Notes to Financial Statements


Changes in the carrying amount of goodwill were as follows:


(In millions)   

June 30,


    Acquisitions     Other    

June 30,


    Acquisitions     Other     June 30,

Productivity and Business Processes

   $ 6,116      $ 376      $ (183   $ 6,309      $ 443      $ (74   $ 6,678   

Intelligent Cloud

     4,631        291        (5     4,917        549        1        5,467   

More Personal Computing

     9,380        1,788        (5,455     5,713        100        (86     5,727   







Total goodwill

   $   20,127      $   2,455      $   (5,643   $   16,939      $   1,092      $   (159   $   17,872   







The measurement periods for the valuation of assets acquired and liabilities assumed end as soon as information on the facts and circumstances that existed as of the acquisition dates becomes available, but do not exceed 12 months. Adjustments in purchase price allocations may require a recasting of the amounts allocated to goodwill retroactive to the periods in which the acquisitions occurred.

Any change in the goodwill amounts resulting from foreign currency translations and purchase accounting adjustments are presented as “Other” in the above table. Also included in “Other” are business dispositions and transfers between business segments due to reorganizations, as applicable. For fiscal year 2015, a $5.1 billion goodwill impairment charge was included in “Other,” as discussed below. This goodwill impairment charge was included in impairment, integration, and restructuring expenses on our consolidated income statement, and reflected in Corporate and Other in our table of operating income (loss) by segment in Note 21 – Segment Information and Geographic Data.

Our accumulated goodwill impairment as of both June 30, 2016 and 2015 was $11.3 billion.

As discussed in Note 21 – Segment Information and Geographic Data, during the first quarter of fiscal year 2016 our chief operating decision maker requested changes in the information that he regularly reviews for purposes of allocating resources and assessing performance. This resulted in a change in our operating segments and reporting units. We allocated goodwill to our new reporting units using a relative fair value approach. In addition, we completed an assessment of any potential goodwill impairment for all reporting units immediately prior to the reallocation and determined that no impairment existed.

Goodwill Impairment

We test goodwill for impairment annually on May 1 at the reporting unit level, primarily using a discounted cash flow methodology with a peer-based, risk-adjusted weighted average cost of capital. We believe use of a discounted cash flow approach is the most reliable indicator of the fair values of the businesses.

No instances of impairment were identified in our May 1, 2016 test.

Upon completion of the annual testing as of May 1, 2015, our previous Phone Hardware reporting unit goodwill was determined to be impaired.

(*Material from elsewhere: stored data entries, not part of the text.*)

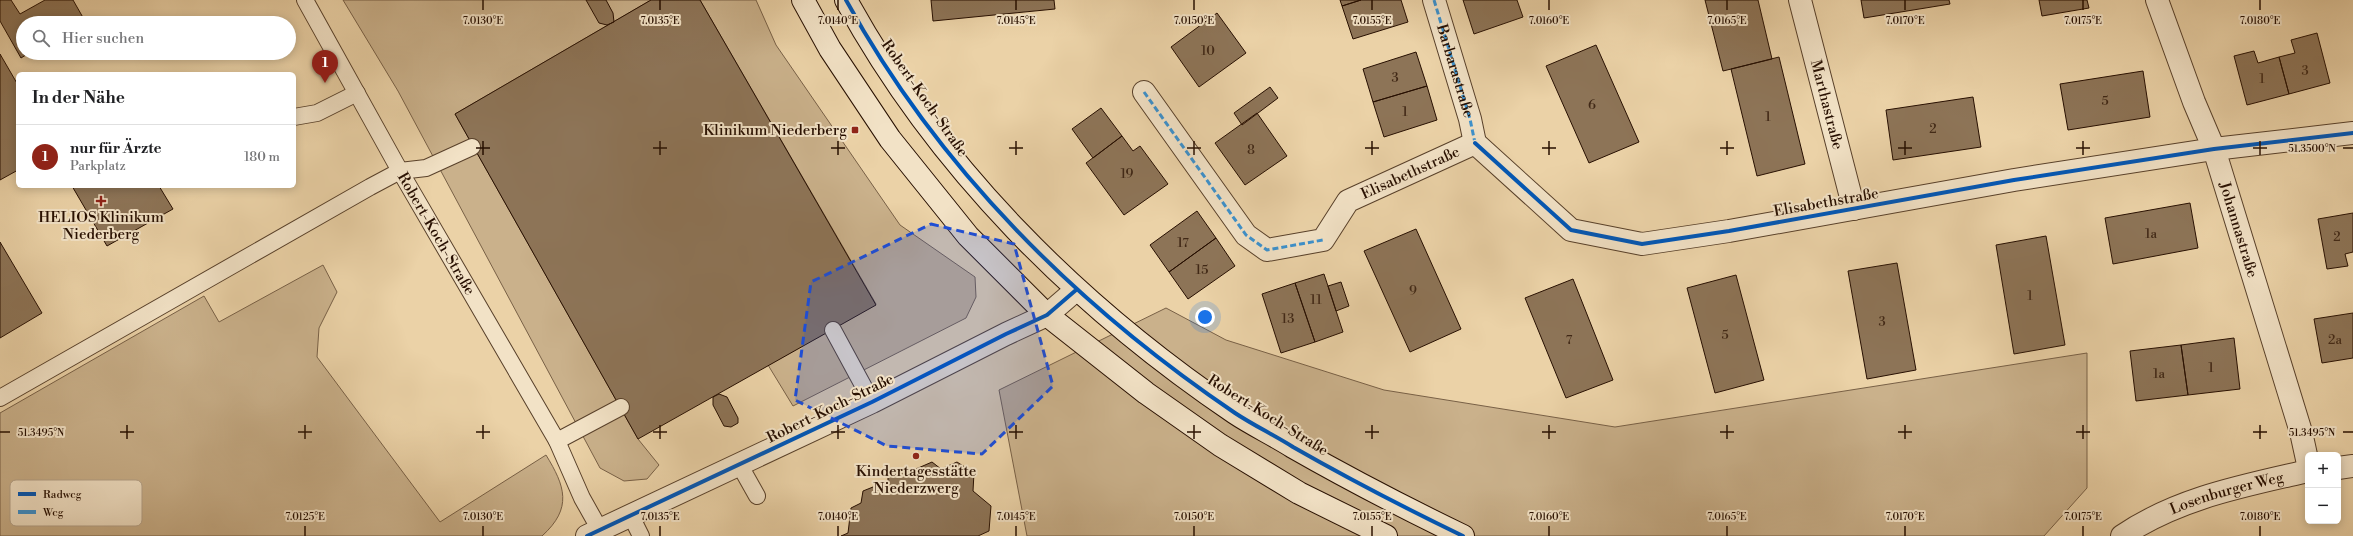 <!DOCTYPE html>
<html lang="de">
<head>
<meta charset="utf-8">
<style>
  :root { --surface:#fff; --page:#f2f2f2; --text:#202124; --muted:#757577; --line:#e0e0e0; --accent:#8f2418 }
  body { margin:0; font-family:"Libre Bodoni",serif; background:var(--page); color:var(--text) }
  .controls { position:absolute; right:12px; bottom:12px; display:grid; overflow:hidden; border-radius:6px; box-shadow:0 2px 10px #0003 }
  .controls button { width:36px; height:36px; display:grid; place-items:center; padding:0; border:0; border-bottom:1px solid var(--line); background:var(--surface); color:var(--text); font:20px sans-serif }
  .you { position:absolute; left:1205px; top:317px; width:14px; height:14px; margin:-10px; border:3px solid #fff; border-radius:50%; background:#1a73e8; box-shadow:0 0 0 6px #1a73e833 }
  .badge { display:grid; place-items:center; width:26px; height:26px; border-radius:50%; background:var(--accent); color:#fff; font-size:13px; font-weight:700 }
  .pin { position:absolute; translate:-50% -33px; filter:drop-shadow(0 1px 2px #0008) }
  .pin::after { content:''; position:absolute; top:21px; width:14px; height:12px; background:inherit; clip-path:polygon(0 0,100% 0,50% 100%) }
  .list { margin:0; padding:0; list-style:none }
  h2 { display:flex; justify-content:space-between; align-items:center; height:52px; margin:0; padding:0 16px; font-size:17px }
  h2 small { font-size:13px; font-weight:400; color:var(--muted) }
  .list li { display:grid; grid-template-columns:26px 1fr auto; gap:12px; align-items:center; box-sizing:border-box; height:64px; padding:0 16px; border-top:1px solid var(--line) }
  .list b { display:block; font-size:15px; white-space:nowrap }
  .list p { margin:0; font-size:13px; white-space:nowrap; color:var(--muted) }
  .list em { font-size:13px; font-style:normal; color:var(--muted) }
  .icon { flex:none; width:22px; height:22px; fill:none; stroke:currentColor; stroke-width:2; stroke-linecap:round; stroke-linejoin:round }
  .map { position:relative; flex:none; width:2353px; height:536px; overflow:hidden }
  .search { position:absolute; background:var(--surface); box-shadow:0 2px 10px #0003; left:16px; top:16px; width:280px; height:44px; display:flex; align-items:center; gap:10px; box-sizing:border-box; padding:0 14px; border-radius:22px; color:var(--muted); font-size:15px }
  .panel { position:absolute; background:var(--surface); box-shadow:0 2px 10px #0003; left:16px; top:72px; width:280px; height:116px; border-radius:6px }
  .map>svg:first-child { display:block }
</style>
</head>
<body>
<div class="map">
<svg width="2353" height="536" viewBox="0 0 2353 536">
  <rect width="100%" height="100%" fill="#ebd2a7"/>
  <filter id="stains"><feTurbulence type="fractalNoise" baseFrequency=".005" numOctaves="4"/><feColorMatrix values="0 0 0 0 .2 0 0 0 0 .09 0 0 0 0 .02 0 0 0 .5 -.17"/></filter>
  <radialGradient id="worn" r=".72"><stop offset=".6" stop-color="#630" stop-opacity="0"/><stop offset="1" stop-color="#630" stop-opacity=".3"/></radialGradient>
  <!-- green -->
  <path fill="#cab18b" stroke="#786046" d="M 343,0 L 651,0 L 455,114 L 638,439 L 659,465 L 647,479 L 624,481 L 600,468 L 398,91 Z
    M 700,0 L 756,0 L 776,45 L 900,225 L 975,277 L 976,297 L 966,318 L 793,406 L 768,365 L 876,304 Z
    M 323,265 L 337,292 L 319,328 L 317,357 L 440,522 L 546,455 C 565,486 573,508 542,536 L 0,536 L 0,413 L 204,296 L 219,322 Z
    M 1166,308 L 1226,340 L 1384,390 L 1615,427 L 2087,353 L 2087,488 L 2044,536 L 1027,536 L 999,390 Z"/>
  <!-- building -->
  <path fill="#8d7457" stroke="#270f01" d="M 0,0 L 11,0 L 20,14 L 45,0 L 73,0 L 85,21 L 81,23 L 23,23 L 23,53 L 29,53 L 21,58 L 0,21 Z
    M 586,0 L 606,0 L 613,13 L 614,22 L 607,25 L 599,23 Z
    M 651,0 L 700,0 L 876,305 L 638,439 L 455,114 Z
    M 931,0 L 1054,0 L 1055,9 L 933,21 Z
    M 1340,0 L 1361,0 L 1342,6 Z
    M 1361,0 L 1401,0 L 1408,22 L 1353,39 L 1342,6 Z
    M 1463,0 L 1517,0 L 1523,17 L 1474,34 Z
    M 1705,0 L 1758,0 L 1772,59 L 1723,71 Z
    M 1861,0 L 1949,0 L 1950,4 L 1864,18 Z
    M 2039,0 L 2087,0 L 2089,8 L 2042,16 Z
    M 1217,13 L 1246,53 L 1199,87 L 1171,47 Z
    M 2317,33 L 2330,83 L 2289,94 L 2279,57 L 2295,53 L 2291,40 Z
    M 1596,45 L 1639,142 L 1589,163 L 1546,66 Z
    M 2254,51 L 2258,63 L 2279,57 L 2289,94 L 2247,105 L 2234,56 Z
    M 1416,52 L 1427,86 L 1373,102 L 1363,69 Z
    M 0,54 L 18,85 L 18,170 L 0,180 Z
    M 1779,57 L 1805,164 L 1757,176 L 1731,69 Z
    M 2143,71 L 2150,117 L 2068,130 L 2060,84 Z
    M 1427,86 L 1437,120 L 1384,137 L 1373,102 Z
    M 1270,87 L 1278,98 L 1242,125 L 1234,113 Z
    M 1973,97 L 1981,147 L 1893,160 L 1886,110 Z
    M 1101,108 L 1122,136 L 1093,158 L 1072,129 Z
    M 1257,113 L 1287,156 L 1245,185 L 1215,143 Z
    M 1122,136 L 1133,151 L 1140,146 L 1168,184 L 1124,215 L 1086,163 Z
    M 72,186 L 159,186 L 173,209 L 107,246 Z
    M 2190,203 L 2198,248 L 2113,264 L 2105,218 Z
    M 1197,211 L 1216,238 L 1169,272 L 1150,245 Z
    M 2353,213 L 2353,252 L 2345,254 L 2348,266 L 2327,269 L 2318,219 Z
    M 1416,229 L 1461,329 L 1410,352 L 1364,251 Z
    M 2046,236 L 2065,345 L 2014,354 L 1996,245 Z
    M 1216,238 L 1235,266 L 1188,299 L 1169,272 Z
    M 0,242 L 42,313 L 0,338 Z
    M 1897,263 L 1916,370 L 1867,379 L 1848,271 Z
    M 1324,274 L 1343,332 L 1315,342 L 1295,283 Z
    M 1736,275 L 1764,380 L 1715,393 L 1687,288 Z
    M 1573,279 L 1613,380 L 1566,398 L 1525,298 Z
    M 1341,282 L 1349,306 L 1336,311 L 1328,286 Z
    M 1295,283 L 1315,342 L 1281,353 L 1262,294 Z
    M 2353,313 L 2353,358 L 2322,363 L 2314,319 Z
    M 2234,338 L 2240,389 L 2188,395 L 2181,345 Z
    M 2181,345 L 2188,395 L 2136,401 L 2130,351 Z
    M 719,394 L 727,397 L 738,418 L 738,423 L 731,427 L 724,426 L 713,405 L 713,397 Z
    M 932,462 L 941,469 L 957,462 L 974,473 L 973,491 L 991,506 L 989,531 L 978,536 L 841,536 L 848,533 L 851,508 L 861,503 L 863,491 L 888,481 L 888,477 L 906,470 L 909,472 Z"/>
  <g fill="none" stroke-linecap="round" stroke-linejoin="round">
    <defs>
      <g id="lane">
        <path id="s1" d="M 305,0 L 400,171 L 557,441 L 582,498 L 600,530"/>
        <path d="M 294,117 L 317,113 L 357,93"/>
        <path d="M 833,330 L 872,402"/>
        <path d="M 0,398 L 370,187 L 400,171 L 426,168 L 472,147"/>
        <path d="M 557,441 L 621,407"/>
        <path d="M 739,464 L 757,496"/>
        <path d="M 631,516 L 641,536"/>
      </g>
      <g id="street">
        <path id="s2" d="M 1434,0 L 1470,119 L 1475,143"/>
        <path id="s3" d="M 1800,0 L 1854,209"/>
        <path id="s4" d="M 2157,0 L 2194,102 L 2214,149 L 2301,432 L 2308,464"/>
        <path id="s5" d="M 1144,92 L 1246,235 L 1267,250 L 1323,240 L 1348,201 L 1475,143"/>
        <path d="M 1475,143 L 1571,230 L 1642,244 L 1729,231 L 2014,180 L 2214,149 L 2353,133"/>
        <path d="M 2338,468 L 2353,466"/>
        <path d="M 587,536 L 872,402 L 1006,334 L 1047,315 L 1076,290"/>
        <path id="s6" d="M 2122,536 C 2178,498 2243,486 2308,471"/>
      </g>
      <path id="secondary" d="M 803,0 L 830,49 L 890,139 L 968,236 L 1047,315 L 1146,393 L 1220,445 L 1299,493 L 1386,536
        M 846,0 C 938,168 1077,306 1235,413 C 1253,425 1274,435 1293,447 C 1349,479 1405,508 1463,536"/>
    </defs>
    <!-- lane casing -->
    <use href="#lane" stroke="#58402a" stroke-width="18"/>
    <!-- street casing -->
    <use href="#street" stroke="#58402a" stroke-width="24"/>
    <!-- secondary casing -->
    <use href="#secondary" stroke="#270f01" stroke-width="24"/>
    <!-- lane -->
    <use href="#lane" stroke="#f2e2c6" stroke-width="16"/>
    <!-- street -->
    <use href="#street" stroke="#f2e2c6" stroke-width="22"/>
    <!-- secondary -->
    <use href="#secondary" stroke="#f2e2c6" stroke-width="22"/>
    <!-- quiet -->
    <path stroke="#3b92d0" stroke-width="3" stroke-dasharray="6 3" stroke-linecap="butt" d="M 1434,0 L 1470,119 L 1475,143
      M 1144,92 L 1246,235 L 1267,250 L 1323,240"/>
    <defs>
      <path id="cycleway" d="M 846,0 C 938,168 1077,306 1235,413 C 1253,425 1274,435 1293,447 C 1349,479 1405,508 1463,536
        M 1475,143 L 1571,230 L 1642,244 L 1729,231 L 2014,180 L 2214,149 L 2353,133
        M 587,536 L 872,402 L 1006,334 L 1047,315 L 1076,290"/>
    </defs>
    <!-- cycleway casing -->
    <use href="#cycleway" stroke="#f2e2c6" stroke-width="6"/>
    <!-- cycleway -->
    <use href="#cycleway" stroke="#0057b8" stroke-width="4"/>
  </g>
  <!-- marked area -->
  <path fill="#1d4ed8" fill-opacity="0.2" stroke="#1d4ed8" stroke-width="3" stroke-dasharray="8 5" stroke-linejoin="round" d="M 931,224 L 1014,244 L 1053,386 L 982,454 L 887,446 L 795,400 L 811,282 Z"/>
  <!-- ticks -->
  <path fill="none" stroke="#270f01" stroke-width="1.5" d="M 483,0 L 483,10M 660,0 L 660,10M 838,0 L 838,10M 1016,0 L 1016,10M 1194,0 L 1194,10M 1372,0 L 1372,10M 1549,0 L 1549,10M 1727,0 L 1727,10M 1905,0 L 1905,10M 2083,0 L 2083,10M 2260,0 L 2260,10M 483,141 L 483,155M 660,141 L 660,155M 838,141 L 838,155M 1016,141 L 1016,155M 1194,141 L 1194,155M 1372,141 L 1372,155M 1549,141 L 1549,155M 1727,141 L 1727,155M 1905,141 L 1905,155M 2083,141 L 2083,155M 2260,141 L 2260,155M 476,148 L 490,148M 653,148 L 667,148M 831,148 L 845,148M 1009,148 L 1023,148M 1187,148 L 1201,148M 1365,148 L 1379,148M 1542,148 L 1556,148M 1720,148 L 1734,148M 1898,148 L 1912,148M 2076,148 L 2090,148M 2253,148 L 2267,148M 2343,148 L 2353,148M 127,425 L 127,439M 305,425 L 305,439M 483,425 L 483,439M 660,425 L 660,439M 838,425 L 838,439M 1016,425 L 1016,439M 1194,425 L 1194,439M 1372,425 L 1372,439M 1549,425 L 1549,439M 1727,425 L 1727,439M 1905,425 L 1905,439M 2083,425 L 2083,439M 2260,425 L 2260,439M 0,432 L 10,432M 120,432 L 134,432M 298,432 L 312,432M 476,432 L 490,432M 653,432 L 667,432M 831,432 L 845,432M 1009,432 L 1023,432M 1187,432 L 1201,432M 1365,432 L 1379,432M 1542,432 L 1556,432M 1720,432 L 1734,432M 1898,432 L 1912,432M 2076,432 L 2090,432M 2253,432 L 2267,432M 2343,432 L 2353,432M 305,526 L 305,536M 483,526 L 483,536M 660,526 L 660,536M 838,526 L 838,536M 1016,526 L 1016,536M 1194,526 L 1194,536M 1372,526 L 1372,536M 1549,526 L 1549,536M 1727,526 L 1727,536M 1905,526 L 1905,536M 2083,526 L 2083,536M 2260,526 L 2260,536"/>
  <!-- markers -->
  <g fill="#8f2418" stroke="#f2e2c6" stroke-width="1.5">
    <rect x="851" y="126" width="8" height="8" rx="2"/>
    <path d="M99 195h4v4h4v4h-4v4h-4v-4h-4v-4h4z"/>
    <circle cx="916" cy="456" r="4"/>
  </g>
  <g text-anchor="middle" stroke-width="4" stroke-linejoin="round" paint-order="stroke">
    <!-- number labels -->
    <g font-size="13" fill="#402816">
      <text x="1208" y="55">10</text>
      <text x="2305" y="75">3</text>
      <text x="1395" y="82">3</text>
      <text x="2262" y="83">1</text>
      <text x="2105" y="105">5</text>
      <text x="1592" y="109">6</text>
      <text x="1405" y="116">1</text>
      <text x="1768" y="121">1</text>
      <text x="1933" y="133">2</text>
      <text x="1251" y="154">8</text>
      <text x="1127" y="178">19</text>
      <text x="2151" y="238">1a</text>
      <text x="2337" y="241">2</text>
      <text x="1183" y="247">17</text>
      <text x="1202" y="274">15</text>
      <text x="1413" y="295">9</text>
      <text x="2030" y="300">1</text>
      <text x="1316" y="304">11</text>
      <text x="1288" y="323">13</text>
      <text x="1882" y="326">3</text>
      <text x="1725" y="339">5</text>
      <text x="1569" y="344">7</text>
      <text x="2335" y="344">2a</text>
      <text x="2211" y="372">1</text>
      <text x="2159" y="378">1a</text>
    </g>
    <!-- street labels -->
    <g font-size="15" fill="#270f01" stroke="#f2e2c6">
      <text dy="5" stroke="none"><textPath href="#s2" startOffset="74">Barbarastraße</textPath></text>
      <text transform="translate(925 98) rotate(55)" y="5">Robert-Koch-Straße</text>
      <text dy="5" stroke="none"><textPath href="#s3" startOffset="108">Marthastraße</textPath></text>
      <text dy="5" stroke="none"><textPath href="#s5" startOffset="373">Elisabethstraße</textPath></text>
      <text transform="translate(1826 202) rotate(-10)" y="5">Elisabethstraße</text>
      <text dy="5" stroke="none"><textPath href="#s4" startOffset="244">Johannastraße</textPath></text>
      <text dy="5" stroke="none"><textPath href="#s1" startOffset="268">Robert-Koch-Straße</textPath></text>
      <text transform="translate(830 408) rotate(-26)" y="5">Robert-Koch-Straße</text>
      <text transform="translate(1268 415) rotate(32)" y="5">Robert-Koch-Straße</text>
      <text dy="5" stroke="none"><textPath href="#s6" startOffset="114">Losenburger Weg</textPath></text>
    </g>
    <!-- poi labels -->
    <g font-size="15" fill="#270f01" stroke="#f2e2c6">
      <text x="847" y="135" text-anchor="end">Klinikum Niederberg</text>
      <text x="101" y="222">HELIOS Klinikum<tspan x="101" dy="17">Niederberg</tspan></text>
      <text x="916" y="476">Kindertagesstätte<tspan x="916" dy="17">Niederzwerg</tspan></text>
    </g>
  </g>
  <!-- legend -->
  <rect x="10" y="480" width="132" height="46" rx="6" fill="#f2e2c6" stroke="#b5a38b" stroke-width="1"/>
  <rect x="18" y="492" width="18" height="4" fill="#0057b8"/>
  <rect x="18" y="510" width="18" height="4" fill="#3b92d0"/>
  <g font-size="11" fill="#270f01">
    <text x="43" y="498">Radweg</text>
    <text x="43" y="516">Weg</text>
  </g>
  <g font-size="10" text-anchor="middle" fill="#270f01" stroke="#f2e2c6" stroke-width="4" stroke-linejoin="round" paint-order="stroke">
    <text x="483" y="24">7.0130°E</text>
    <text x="660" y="24">7.0135°E</text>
    <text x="838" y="24">7.0140°E</text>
    <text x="1016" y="24">7.0145°E</text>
    <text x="1194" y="24">7.0150°E</text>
    <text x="1372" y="24">7.0155°E</text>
    <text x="1549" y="24">7.0160°E</text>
    <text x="1727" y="24">7.0165°E</text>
    <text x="1905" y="24">7.0170°E</text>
    <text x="2083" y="24">7.0175°E</text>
    <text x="2260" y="24">7.0180°E</text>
    <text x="2312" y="152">51.3500°N</text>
    <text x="41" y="436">51.3495°N</text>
    <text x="2312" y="436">51.3495°N</text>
    <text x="305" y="520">7.0125°E</text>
    <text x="483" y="520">7.0130°E</text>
    <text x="660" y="520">7.0135°E</text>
    <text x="838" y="520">7.0140°E</text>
    <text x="1016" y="520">7.0145°E</text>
    <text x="1194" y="520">7.0150°E</text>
    <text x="1372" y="520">7.0155°E</text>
    <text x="1549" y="520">7.0160°E</text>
    <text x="1727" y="520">7.0165°E</text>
    <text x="1905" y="520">7.0170°E</text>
    <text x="2083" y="520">7.0175°E</text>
    <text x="2260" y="520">7.0180°E</text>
  </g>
  <rect width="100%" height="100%" filter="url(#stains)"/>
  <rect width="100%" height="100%" fill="url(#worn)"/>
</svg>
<div class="controls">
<button>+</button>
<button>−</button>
</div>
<div class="you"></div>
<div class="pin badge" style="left:325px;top:83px">1</div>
<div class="search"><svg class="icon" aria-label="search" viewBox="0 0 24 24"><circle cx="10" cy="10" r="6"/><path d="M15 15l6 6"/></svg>Hier suchen</div>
<section class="panel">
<h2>In der Nähe<small></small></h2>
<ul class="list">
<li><span class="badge">1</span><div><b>nur für Ärzte</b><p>Parkplatz</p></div><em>180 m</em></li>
</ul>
</section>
</div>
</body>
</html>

Phone Hardware goodwill is included in the Devices reporting unit within More Personal Computing under our current segment structure. In the second half of fiscal year 2015, Phone Hardware did not meet its sales volume and revenue goals, and the mix of units sold had lower margins than planned. These results, along with changes in the competitive marketplace and an evaluation of business priorities, led to a shift in strategic direction and reduced future revenue and profitability expectations for the business. As a result of these changes in strategy and expectations, we forecasted reductions in unit volume growth rates and lower future cash flows used to estimate the fair value of the Phone Hardware reporting unit, which resulted in the determination that an impairment adjustment was required.

Because our annual test indicated that Phone Hardware’s carrying value exceeded its estimated fair value, a second phase of the goodwill impairment test (“Step 2”) was performed specific to Phone Hardware. Under Step 2, the fair value of all Phone Hardware assets and liabilities were estimated, including tangible assets, existing technology, patent agreements, and contractual arrangements, for the purpose of deriving an estimate of the implied fair value of goodwill. The implied fair value of the goodwill was then compared to the recorded goodwill to determine the amount of the impairment. Assumptions used in measuring the value of these assets and liabilities included the discount rates and royalty rates used in valuing the intangible assets, and consideration of the market environment in valuing the tangible assets.

No other instances of impairment were identified in our May 1, 2015 test.